◆ Task statement
The entries below must be copied exactly as they are.
:: Material provided ::
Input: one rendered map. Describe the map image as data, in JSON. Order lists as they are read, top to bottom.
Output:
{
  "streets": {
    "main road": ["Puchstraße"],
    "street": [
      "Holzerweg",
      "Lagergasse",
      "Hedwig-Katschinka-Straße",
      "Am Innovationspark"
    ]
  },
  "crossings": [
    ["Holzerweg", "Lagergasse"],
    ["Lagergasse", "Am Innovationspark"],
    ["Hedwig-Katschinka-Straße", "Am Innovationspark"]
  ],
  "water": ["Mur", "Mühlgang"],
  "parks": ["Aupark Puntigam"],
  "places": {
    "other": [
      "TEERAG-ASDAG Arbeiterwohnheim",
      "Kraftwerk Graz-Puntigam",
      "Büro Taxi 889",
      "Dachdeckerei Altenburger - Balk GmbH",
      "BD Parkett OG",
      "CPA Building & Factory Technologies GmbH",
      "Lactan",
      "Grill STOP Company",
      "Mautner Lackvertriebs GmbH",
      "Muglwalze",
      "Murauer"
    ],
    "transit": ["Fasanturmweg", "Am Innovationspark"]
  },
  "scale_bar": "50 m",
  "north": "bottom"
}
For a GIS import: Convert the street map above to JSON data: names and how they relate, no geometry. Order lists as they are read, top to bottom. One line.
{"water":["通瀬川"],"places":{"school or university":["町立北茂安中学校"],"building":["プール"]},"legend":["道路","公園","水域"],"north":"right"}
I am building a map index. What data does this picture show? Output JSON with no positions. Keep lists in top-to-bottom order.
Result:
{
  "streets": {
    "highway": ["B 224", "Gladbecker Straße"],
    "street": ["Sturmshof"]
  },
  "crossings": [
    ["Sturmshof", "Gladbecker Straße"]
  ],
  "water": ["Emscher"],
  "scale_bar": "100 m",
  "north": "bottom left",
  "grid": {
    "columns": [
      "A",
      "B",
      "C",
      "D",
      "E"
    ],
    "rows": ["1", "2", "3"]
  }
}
:::
◆ Response to this task
Input: one rendered map. Describe the map image as data, in JSON. Order lists as they are read, top to bottom.
Output:
{
  "streets": {
    "main road": ["Puchstraße"],
    "street": [
      "Holzerweg",
      "Lagergasse",
      "Hedwig-Katschinka-Straße",
      "Am Innovationspark"
    ]
  },
  "crossings": [
    ["Holzerweg", "Lagergasse"],
    ["Lagergasse", "Am Innovationspark"],
    ["Hedwig-Katschinka-Straße", "Am Innovationspark"]
  ],
  "water": ["Mur", "Mühlgang"],
  "parks": ["Aupark Puntigam"],
  "places": {
    "other": [
      "TEERAG-ASDAG Arbeiterwohnheim",
      "Kraftwerk Graz-Puntigam",
      "Büro Taxi 889",
      "Dachdeckerei Altenburger - Balk GmbH",
      "BD Parkett OG",
      "CPA Building & Factory Technologies GmbH",
      "Lactan",
      "Grill STOP Company",
      "Mautner Lackvertriebs GmbH",
      "Muglwalze",
      "Murauer"
    ],
    "transit": ["Fasanturmweg", "Am Innovationspark"]
  },
  "scale_bar": "50 m",
  "north": "bottom"
}
For a GIS import: Convert the street map above to JSON data: names and how they relate, no geometry. Order lists as they are read, top to bottom. One line.
{"water":["通瀬川"],"places":{"school or university":["町立北茂安中学校"],"building":["プール"]},"legend":["道路","公園","水域"],"north":"right"}
I am building a map index. What data does this picture show? Output JSON with no positions. Keep lists in top-to-bottom order.
Result:
{
  "streets": {
    "highway": ["B 224", "Gladbecker Straße"],
    "street": ["Sturmshof"]
  },
  "crossings": [
    ["Sturmshof", "Gladbecker Straße"]
  ],
  "water": ["Emscher"],
  "scale_bar": "100 m",
  "north": "bottom left",
  "grid": {
    "columns": [
      "A",
      "B",
      "C",
      "D",
      "E"
    ],
    "rows": ["1", "2", "3"]
  }
}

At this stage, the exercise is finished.